Ces résultats vont aider à mettre en évidence les effets plus larges du stress sur divers organes et tissus. Ce qui ouvrira donc la voie à de nouvelles études visant à modifier ou à bloquer ses effets néfastes.
« En comprenant précisément comment le stress affecte les cellules souches régénératrices de pigments, nous avons établi les bases pour comprendre comment il affecte les autres tissus et organes du corps », a déclaré M. Hsu. « Comprendre comment nos tissus changent sous l’effet du stress est la première étape critique vers un éventuel traitement qui peut arrêter ou inverser son impact néfaste. Nous avons encore beaucoup à découvrir sur ce sujet ».

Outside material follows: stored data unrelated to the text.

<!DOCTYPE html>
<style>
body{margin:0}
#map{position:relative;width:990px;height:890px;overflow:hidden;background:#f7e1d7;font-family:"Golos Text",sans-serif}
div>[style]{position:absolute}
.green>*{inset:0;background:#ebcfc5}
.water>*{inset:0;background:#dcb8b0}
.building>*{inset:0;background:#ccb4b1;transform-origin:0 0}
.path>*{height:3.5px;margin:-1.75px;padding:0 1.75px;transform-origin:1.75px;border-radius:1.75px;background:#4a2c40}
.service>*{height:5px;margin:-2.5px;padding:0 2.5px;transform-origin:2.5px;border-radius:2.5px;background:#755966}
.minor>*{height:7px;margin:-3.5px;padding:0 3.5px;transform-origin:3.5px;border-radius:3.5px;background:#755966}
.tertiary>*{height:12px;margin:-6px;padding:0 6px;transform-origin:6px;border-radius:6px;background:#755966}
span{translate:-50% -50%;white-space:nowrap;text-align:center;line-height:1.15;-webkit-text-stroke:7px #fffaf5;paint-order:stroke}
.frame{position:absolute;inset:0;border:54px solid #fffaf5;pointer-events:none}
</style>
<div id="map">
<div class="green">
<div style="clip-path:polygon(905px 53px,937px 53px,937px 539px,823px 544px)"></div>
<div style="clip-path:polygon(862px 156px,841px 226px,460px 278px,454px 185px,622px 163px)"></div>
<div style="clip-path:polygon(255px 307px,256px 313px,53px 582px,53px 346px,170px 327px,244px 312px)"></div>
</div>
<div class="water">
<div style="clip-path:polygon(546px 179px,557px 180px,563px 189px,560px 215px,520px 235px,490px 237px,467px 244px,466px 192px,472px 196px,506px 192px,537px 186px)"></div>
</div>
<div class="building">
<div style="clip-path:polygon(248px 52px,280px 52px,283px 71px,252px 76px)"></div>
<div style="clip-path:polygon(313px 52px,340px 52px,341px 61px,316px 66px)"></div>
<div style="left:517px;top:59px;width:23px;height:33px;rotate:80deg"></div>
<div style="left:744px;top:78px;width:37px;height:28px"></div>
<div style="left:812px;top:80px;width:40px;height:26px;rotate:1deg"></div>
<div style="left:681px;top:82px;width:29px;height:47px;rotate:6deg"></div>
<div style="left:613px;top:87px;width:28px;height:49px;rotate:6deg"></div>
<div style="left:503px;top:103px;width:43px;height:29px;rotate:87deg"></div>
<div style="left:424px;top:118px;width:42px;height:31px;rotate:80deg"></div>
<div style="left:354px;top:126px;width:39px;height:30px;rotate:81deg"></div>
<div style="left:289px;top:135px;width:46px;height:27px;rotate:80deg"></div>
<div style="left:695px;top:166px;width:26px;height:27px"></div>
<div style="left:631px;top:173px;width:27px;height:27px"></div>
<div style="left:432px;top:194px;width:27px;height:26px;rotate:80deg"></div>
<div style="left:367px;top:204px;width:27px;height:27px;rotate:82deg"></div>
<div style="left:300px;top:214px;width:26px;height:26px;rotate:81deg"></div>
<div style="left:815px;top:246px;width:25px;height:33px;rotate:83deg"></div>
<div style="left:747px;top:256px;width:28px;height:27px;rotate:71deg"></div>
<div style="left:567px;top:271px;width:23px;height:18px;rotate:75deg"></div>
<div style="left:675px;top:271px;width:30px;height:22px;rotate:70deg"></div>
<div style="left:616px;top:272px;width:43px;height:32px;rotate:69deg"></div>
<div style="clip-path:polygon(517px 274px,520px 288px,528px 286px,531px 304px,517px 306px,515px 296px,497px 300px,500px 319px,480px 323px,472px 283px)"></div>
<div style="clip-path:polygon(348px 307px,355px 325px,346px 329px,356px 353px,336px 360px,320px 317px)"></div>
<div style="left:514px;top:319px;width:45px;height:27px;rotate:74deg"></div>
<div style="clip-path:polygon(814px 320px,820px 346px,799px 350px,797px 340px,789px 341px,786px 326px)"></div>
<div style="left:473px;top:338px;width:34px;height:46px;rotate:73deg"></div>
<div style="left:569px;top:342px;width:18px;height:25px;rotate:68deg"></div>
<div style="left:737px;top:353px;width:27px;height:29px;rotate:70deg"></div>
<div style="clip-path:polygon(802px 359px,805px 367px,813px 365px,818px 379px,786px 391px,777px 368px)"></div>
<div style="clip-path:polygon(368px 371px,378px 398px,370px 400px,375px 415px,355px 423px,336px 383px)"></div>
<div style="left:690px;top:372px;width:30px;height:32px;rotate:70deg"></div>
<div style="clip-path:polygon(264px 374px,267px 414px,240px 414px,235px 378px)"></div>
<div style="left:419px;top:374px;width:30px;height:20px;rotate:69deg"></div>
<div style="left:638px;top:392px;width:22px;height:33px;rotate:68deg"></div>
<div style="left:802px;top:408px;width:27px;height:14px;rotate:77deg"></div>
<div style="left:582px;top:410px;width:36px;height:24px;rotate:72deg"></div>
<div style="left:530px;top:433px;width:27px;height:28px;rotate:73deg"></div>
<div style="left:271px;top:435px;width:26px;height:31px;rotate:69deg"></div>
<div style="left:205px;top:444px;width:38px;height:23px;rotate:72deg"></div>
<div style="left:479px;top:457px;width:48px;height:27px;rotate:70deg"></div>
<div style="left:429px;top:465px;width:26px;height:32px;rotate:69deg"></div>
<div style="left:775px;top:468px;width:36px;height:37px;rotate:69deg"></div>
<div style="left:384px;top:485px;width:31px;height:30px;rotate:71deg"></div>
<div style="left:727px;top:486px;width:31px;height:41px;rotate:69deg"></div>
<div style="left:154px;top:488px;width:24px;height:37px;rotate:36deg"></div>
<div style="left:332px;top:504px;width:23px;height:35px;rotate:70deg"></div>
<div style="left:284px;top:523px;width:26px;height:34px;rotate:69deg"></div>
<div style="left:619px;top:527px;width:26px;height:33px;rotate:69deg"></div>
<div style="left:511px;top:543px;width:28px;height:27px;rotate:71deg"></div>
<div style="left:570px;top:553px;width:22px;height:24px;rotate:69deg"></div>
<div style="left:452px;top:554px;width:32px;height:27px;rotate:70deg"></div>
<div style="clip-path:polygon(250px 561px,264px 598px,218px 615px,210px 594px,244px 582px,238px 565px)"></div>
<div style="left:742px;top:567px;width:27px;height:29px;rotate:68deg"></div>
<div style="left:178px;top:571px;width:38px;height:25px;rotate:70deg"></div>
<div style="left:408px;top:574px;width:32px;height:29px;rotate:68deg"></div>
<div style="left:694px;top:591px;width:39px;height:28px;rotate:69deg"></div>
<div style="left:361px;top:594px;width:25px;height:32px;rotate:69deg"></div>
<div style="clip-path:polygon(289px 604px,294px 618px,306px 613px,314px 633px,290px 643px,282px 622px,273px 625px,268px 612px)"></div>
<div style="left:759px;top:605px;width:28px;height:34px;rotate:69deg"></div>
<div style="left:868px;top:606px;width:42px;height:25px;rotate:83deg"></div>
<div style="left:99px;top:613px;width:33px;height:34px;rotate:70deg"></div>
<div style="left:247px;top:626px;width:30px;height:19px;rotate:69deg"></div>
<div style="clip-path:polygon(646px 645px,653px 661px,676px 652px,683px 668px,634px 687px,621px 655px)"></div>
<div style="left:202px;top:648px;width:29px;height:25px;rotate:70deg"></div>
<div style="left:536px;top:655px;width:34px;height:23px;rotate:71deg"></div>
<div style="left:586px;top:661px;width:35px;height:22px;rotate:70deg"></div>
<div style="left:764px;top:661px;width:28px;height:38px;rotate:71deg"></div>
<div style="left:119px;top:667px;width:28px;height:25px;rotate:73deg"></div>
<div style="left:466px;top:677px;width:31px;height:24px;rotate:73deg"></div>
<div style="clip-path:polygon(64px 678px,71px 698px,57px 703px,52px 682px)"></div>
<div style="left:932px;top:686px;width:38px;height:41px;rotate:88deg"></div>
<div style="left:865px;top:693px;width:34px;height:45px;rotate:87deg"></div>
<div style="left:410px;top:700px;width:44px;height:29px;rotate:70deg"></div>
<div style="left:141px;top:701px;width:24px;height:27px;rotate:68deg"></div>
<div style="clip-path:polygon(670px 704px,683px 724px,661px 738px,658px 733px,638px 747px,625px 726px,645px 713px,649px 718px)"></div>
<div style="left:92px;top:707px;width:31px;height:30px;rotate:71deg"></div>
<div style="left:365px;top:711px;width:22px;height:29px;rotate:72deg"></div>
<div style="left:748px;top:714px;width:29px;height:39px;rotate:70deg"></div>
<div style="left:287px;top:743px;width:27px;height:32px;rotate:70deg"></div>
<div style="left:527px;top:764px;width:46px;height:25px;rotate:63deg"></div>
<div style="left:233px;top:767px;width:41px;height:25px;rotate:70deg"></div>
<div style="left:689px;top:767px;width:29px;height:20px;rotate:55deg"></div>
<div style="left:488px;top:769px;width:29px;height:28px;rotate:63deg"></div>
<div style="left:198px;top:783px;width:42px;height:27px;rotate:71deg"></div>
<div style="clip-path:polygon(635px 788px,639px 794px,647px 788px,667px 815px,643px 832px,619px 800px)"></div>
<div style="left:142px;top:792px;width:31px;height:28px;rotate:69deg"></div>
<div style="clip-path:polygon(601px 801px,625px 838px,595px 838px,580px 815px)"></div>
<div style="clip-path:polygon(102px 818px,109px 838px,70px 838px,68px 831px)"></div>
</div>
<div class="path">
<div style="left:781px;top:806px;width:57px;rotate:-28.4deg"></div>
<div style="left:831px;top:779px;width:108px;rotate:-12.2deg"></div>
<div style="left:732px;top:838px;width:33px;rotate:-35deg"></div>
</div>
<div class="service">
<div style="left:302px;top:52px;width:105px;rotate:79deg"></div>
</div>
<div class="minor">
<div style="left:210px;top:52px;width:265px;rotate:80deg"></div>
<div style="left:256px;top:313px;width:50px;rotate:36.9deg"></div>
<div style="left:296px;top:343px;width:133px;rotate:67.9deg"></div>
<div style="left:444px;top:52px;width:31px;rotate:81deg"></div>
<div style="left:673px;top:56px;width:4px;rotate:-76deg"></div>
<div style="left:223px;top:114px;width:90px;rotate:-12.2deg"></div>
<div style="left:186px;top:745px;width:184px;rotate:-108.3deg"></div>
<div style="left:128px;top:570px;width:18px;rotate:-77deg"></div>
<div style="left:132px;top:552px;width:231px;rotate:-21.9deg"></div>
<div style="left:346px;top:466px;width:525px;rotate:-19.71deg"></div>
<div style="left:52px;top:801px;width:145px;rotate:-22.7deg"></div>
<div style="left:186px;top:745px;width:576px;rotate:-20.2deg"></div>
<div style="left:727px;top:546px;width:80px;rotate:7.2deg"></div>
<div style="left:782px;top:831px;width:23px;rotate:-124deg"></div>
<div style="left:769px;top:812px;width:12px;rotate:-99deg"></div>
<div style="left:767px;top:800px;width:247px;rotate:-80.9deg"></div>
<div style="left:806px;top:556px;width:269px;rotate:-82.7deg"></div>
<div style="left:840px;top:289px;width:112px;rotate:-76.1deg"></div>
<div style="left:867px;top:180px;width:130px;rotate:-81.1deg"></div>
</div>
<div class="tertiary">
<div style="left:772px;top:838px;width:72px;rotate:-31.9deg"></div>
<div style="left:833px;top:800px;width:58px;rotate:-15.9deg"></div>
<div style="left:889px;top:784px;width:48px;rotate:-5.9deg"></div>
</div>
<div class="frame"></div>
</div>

L’étude a été soutenue par le Smith Family Foundation Odyssey Award, les Pew Charitable Trusts, le Harvard Stem Cell Institute, le Harvard/MIT Basic Neuroscience Grants Program, le Harvard FAS and HMS Dean’s Award, l’American Cancer Society, le NIH, le Charles A. King Trust Postdoctoral Fellowship Program, et une bourse HSCI pour les jeunes professeurs.